As the current President of the Pediatric Trauma Society, I am even more pleased to be able to review this manuscript. As Dr. Polites so clearly stated in her presentation, we lack scientific evidence for what we do every day in the trauma bay to take care of injured children. She specifically cited the latest edition of Advance Trauma Life Support and the fact that no firm recommendations on what constitutes a balanced pediatric fluid resuscitation can be made because there is no conclusive evidence. The stakeholders in pediatric trauma care acknowledge the knowledge gap and strive daily to overcome the gap. In keeping true to scientific principles, the best way to address the gap in evidence-based care is to conduct a multi-center study: to provide the evidence, to promote the best care, and to improve outcomes for injured children.

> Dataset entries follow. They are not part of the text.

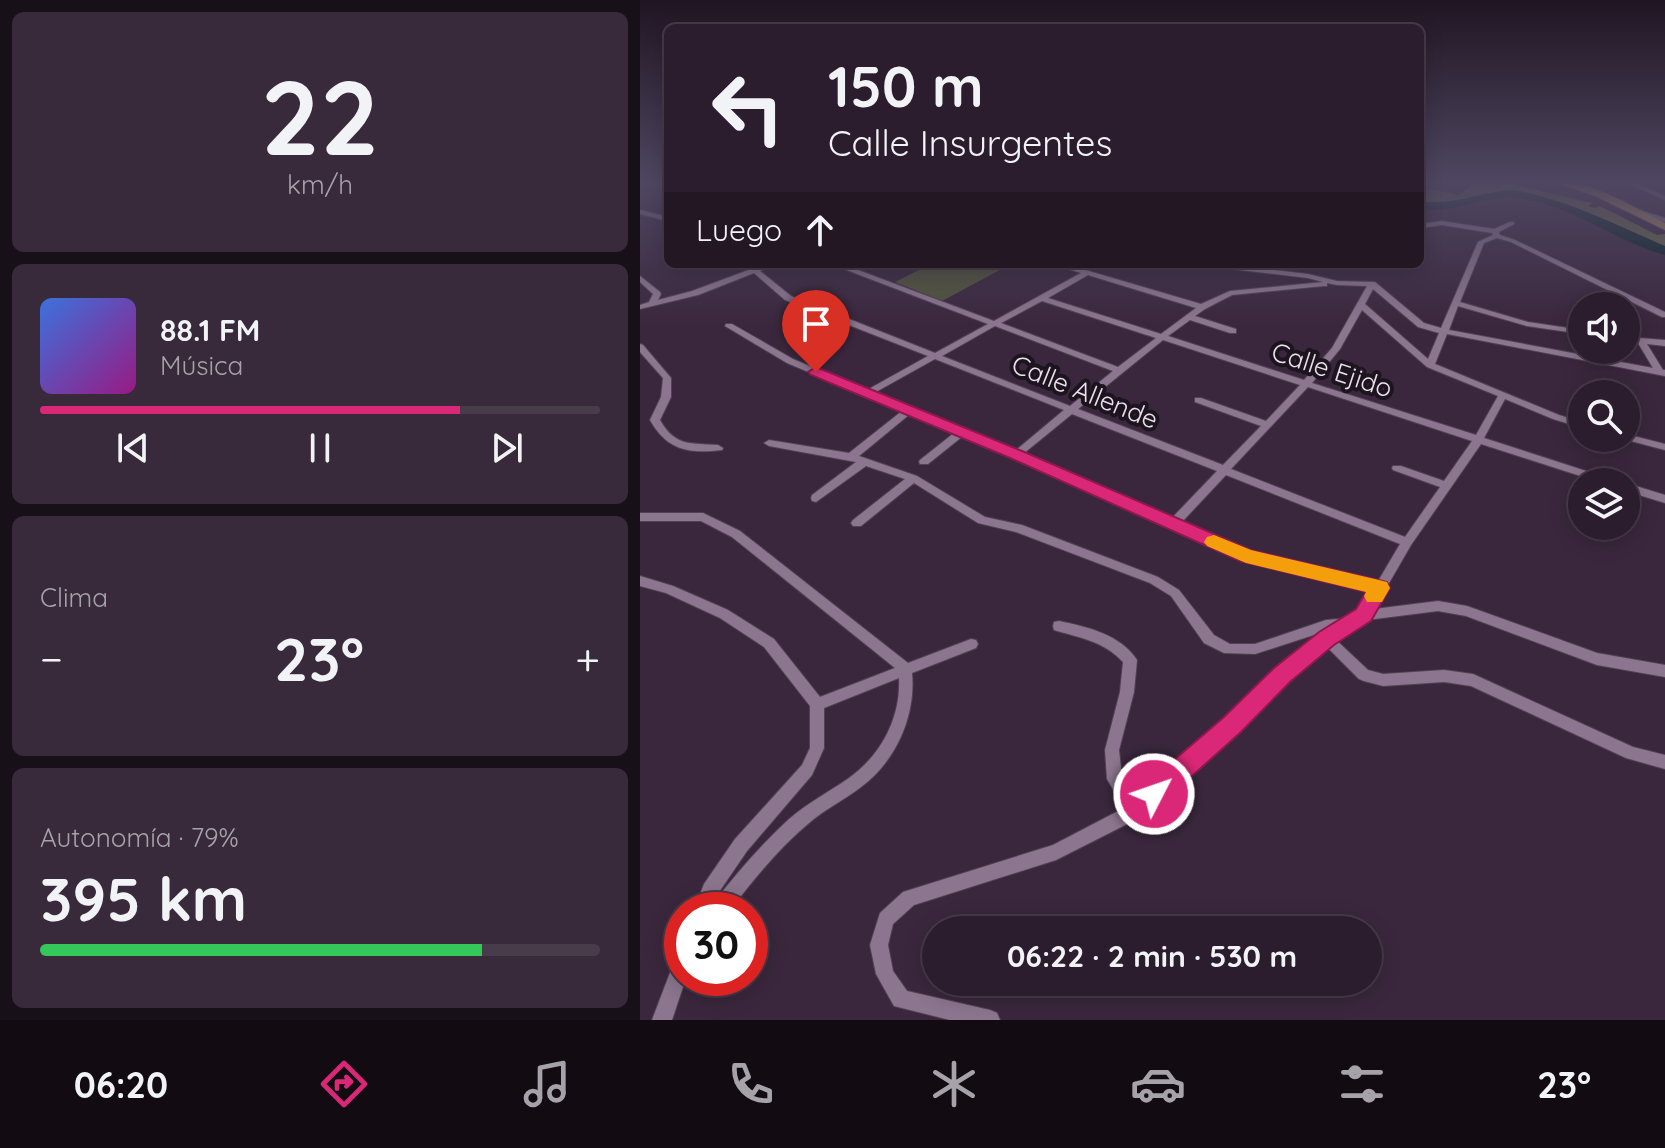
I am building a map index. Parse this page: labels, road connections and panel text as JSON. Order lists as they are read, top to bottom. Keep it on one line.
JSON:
{"streets":{"street":["Calle Ejido","Calle Allende"]},"page":{"tile":[["22","km/h"],"Clima",["Autonomía · 79%","395 km"]],"turn":["150 m","Calle Insurgentes"],"then":"Luego","song":["88.1 FM","Música"],"heat":["−","23°","+"],"limit":"30","trip":"06:22 · 2 min · 530 m","tabs":["06:20","23°"]}}
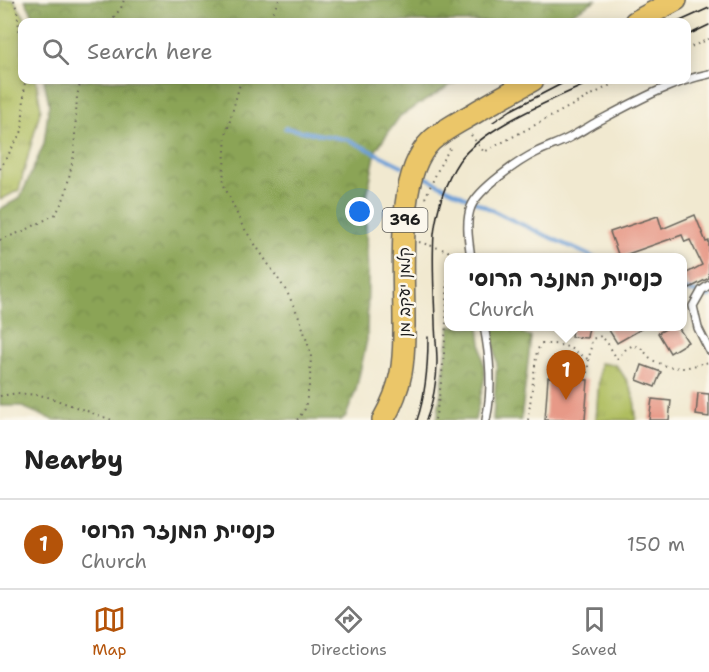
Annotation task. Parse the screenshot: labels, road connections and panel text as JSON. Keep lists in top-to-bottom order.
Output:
{
  "streets": {
    "main road": ["396", "קלמן יעקב מן"]
  },
  "page": {
    "search": "Search here",
    "popup": ["כנסיית המנזר הרוסי", "Church"],
    "pins": "1",
    "heading": "Nearby",
    "list": [
      {
        "mark": "1",
        "name": "כנסיית המנזר הרוסי",
        "note": "Church",
        "value": "150 m"
      }
    ],
    "nav": ["Map", "Directions", "Saved"]
  }
}
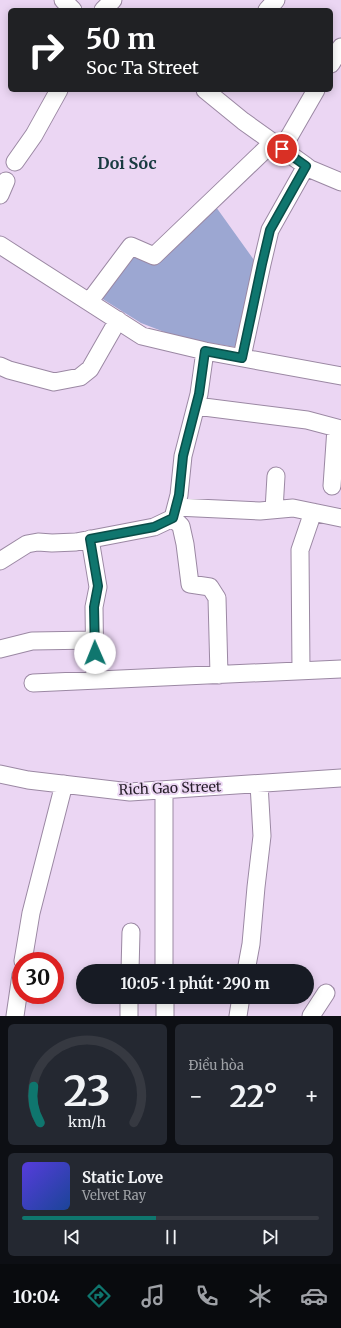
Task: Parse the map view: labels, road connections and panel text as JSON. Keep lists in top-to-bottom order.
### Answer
{
  "streets": {
    "street": ["Rich Gao Street"]
  },
  "districts": ["Doi Sóc"],
  "page": {
    "turn": ["50 m", "Soc Ta Street"],
    "limit": "30",
    "trip": "10:05 · 1 phút · 290 m",
    "tile": "Điều hòa",
    "heat": ["−", "22°", "+"],
    "song": ["Static Love", "Velvet Ray"],
    "tabs": "10:04",
    "gauge": ["23", "km/h"]
  }
}
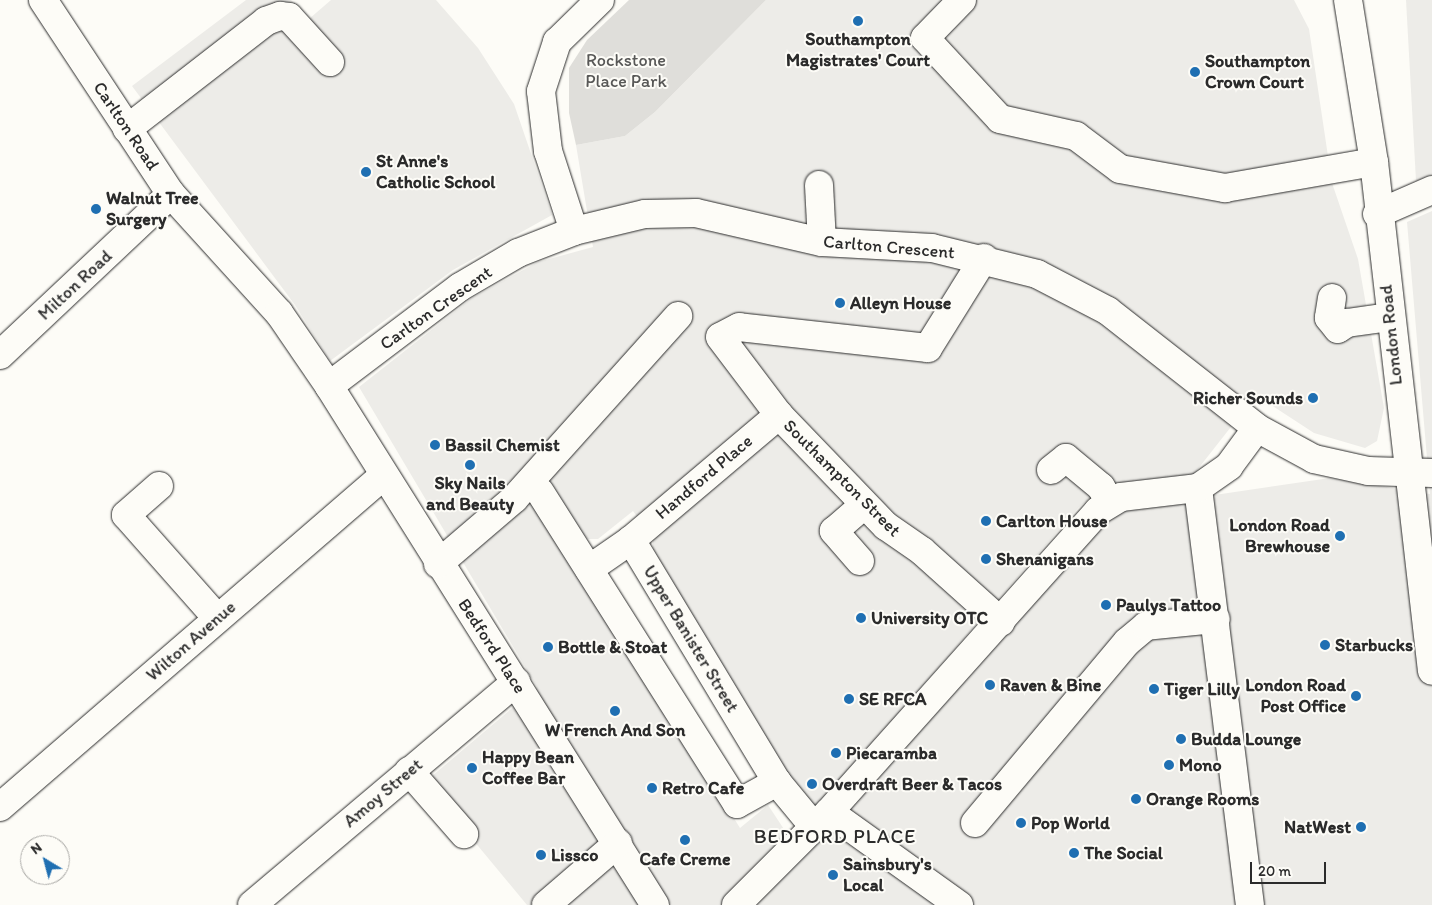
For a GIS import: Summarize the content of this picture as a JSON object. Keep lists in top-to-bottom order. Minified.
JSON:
{"streets":{"street":["Carlton Road","Carlton Crescent","Milton Road","London Road","Handford Place","Southampton Street","Upper Banister Street","Wilton Avenue","Bedford Place","Amoy Street"]},"crossings":[["Carlton Road","Carlton Crescent"],["Carlton Road","Milton Road"],["Carlton Road","Bedford Place"],["Carlton Crescent","London Road"],["Carlton Crescent","Southampton Street"],["Carlton Crescent","Bedford Place"],["Handford Place","Southampton Street"],["Handford Place","Upper Banister Street"],["Wilton Avenue","Bedford Place"],["Bedford Place","Amoy Street"]],"districts":["BEDFORD PLACE"],"parks":["Rockstone Place Park"],"places":["Southampton Magistrates' Court","Southampton Crown Court","St Anne's Catholic School","Walnut Tree Surgery","Alleyn House","Richer Sounds","Bassil Chemist","Sky Nails and Beauty","Carlton House","London Road Brewhouse","Shenanigans","Paulys Tattoo","University OTC","Starbucks","Bottle & Stoat","Raven & Bine","Tiger Lilly","London Road Post Office","SE RFCA","W French And Son","Budda Lounge","Piecaramba","Mono","Happy Bean Coffee Bar","Overdraft Beer & Tacos","Retro Cafe","Orange Rooms","Pop World","NatWest","Cafe Creme","The Social","Lissco","Sainsbury's Local"],"scale_bar":"20 m","north":"top left"}
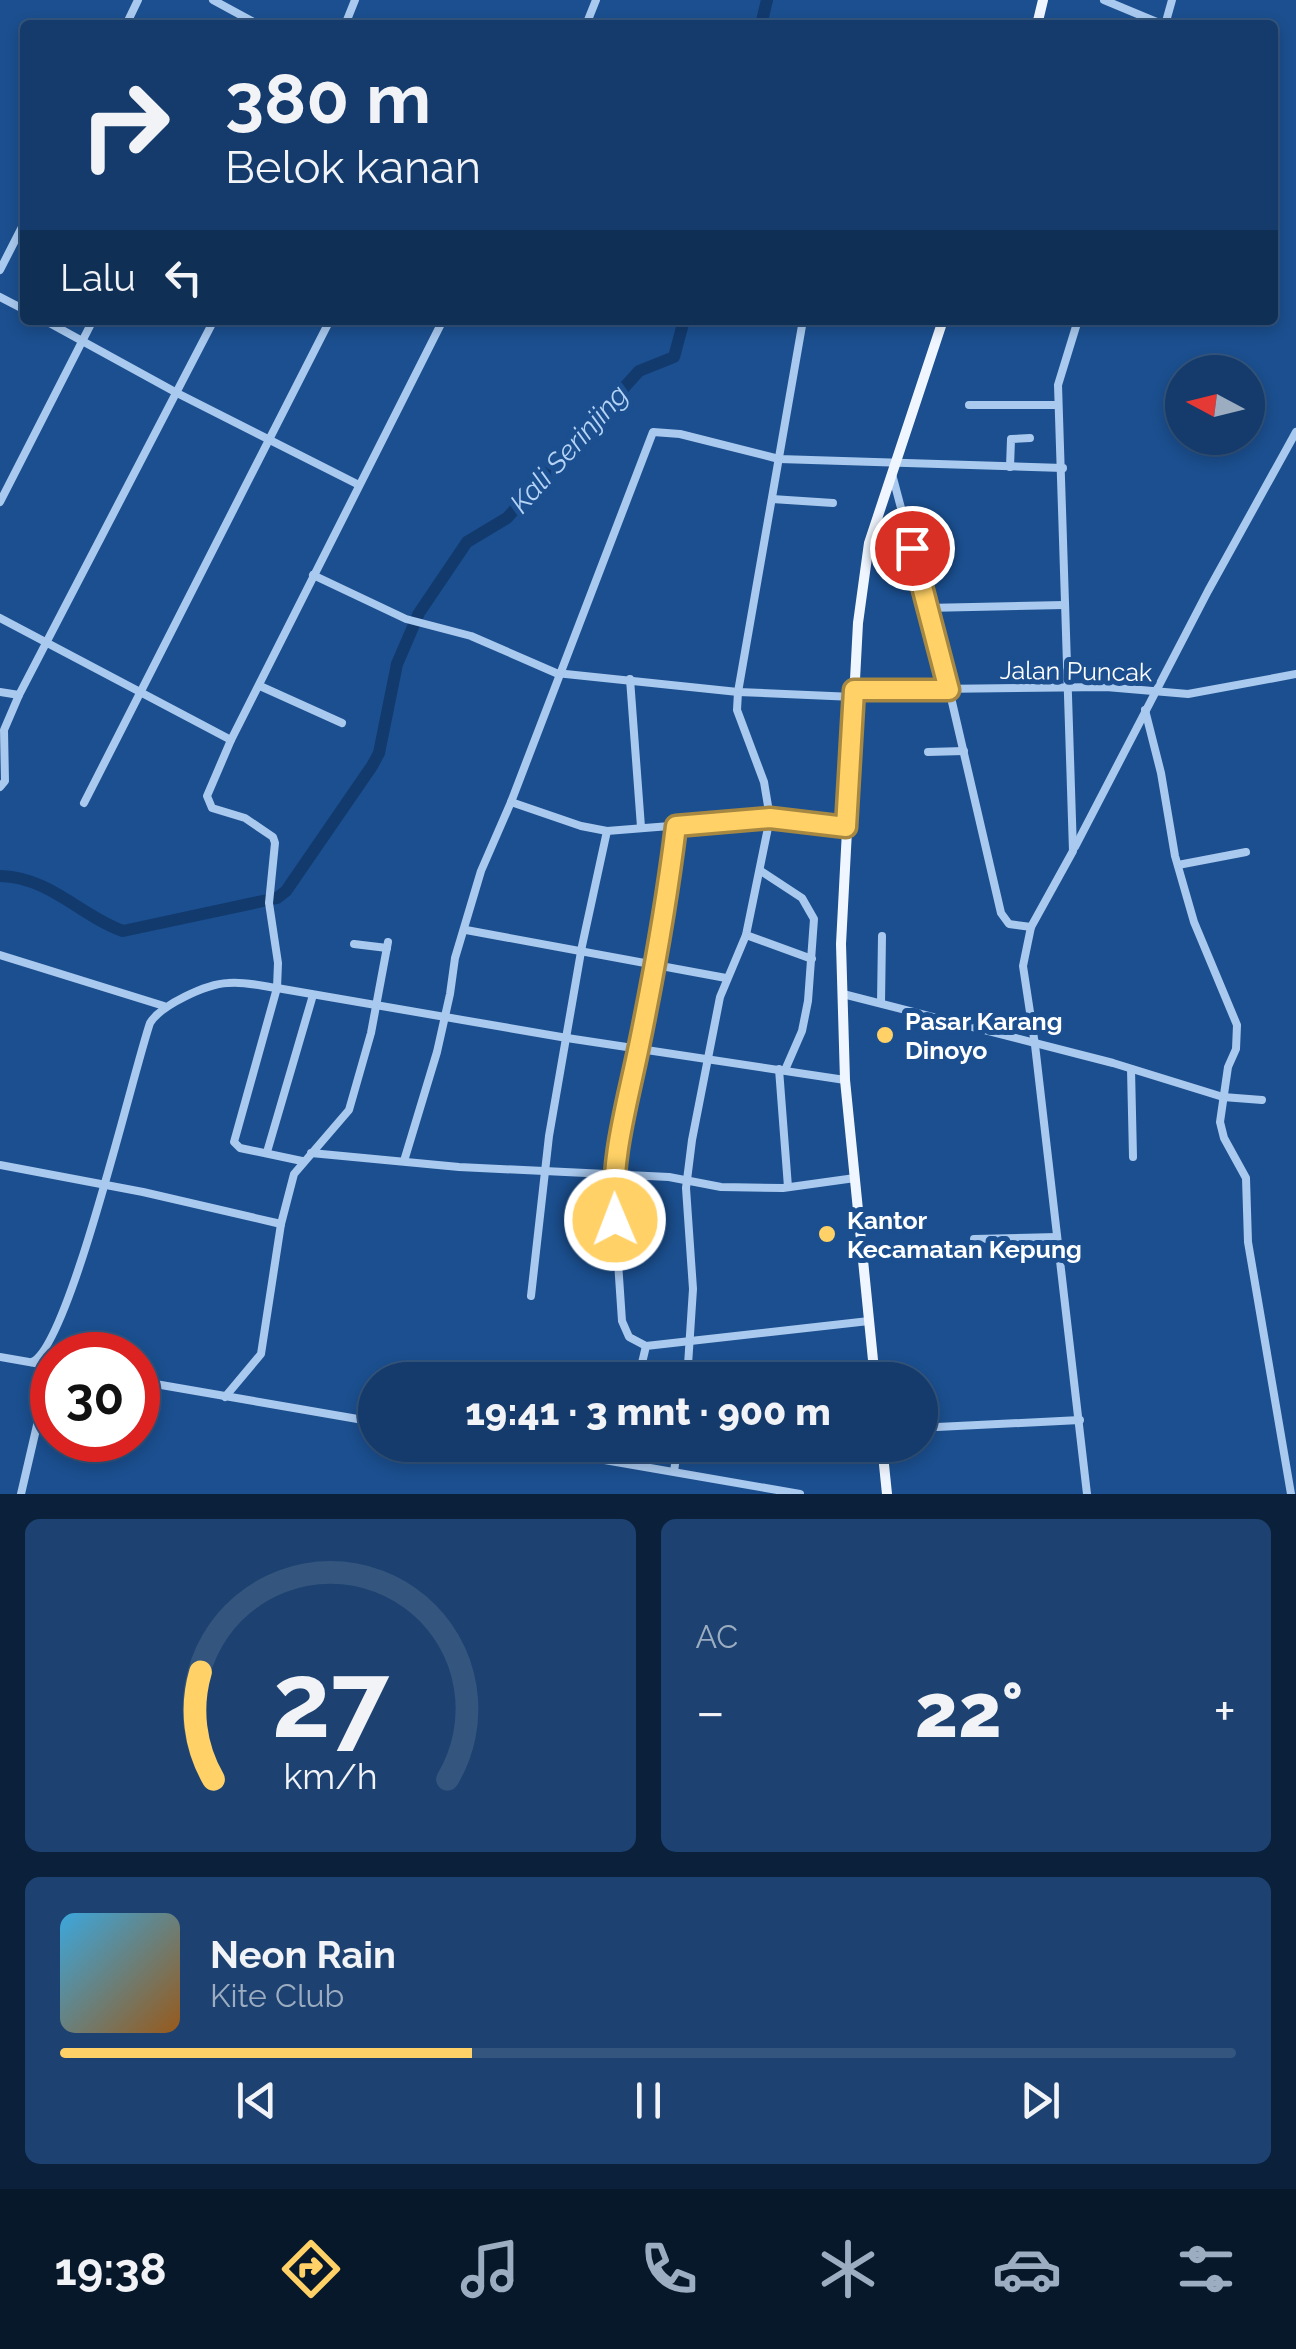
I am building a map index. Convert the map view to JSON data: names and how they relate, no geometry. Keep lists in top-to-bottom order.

Another aspect of this study that I appreciate is that the participating hospitals are not all verified pediatric level 1 trauma centers, stand-alone children’s hospitals, or even level 2 pediatric trauma centers. Instead, many of the participating facilities are adult trauma centers taking into account what we in the pediatric trauma world know: many children across the country are not cared for in pediatric trauma hospitals but instead in adult trauma hospitals or community hospitals. The fact the investigators involved a variety of participating institutions adds to the validity of the study and to advance the science of taking care of injured children. The ultimate goal for all pediatric trauma stakeholders is to be able to base our pediatric injury interventions on sound, evidence-based guidelines and this study is definitely a step in that direction.
This study also elicits more questions. Children who were transferred were not included in the study population, a criterion that eliminated as many as 50% of patients. The inclusion of this subset in a future study might yield results to further decrease our existing knowledge gap.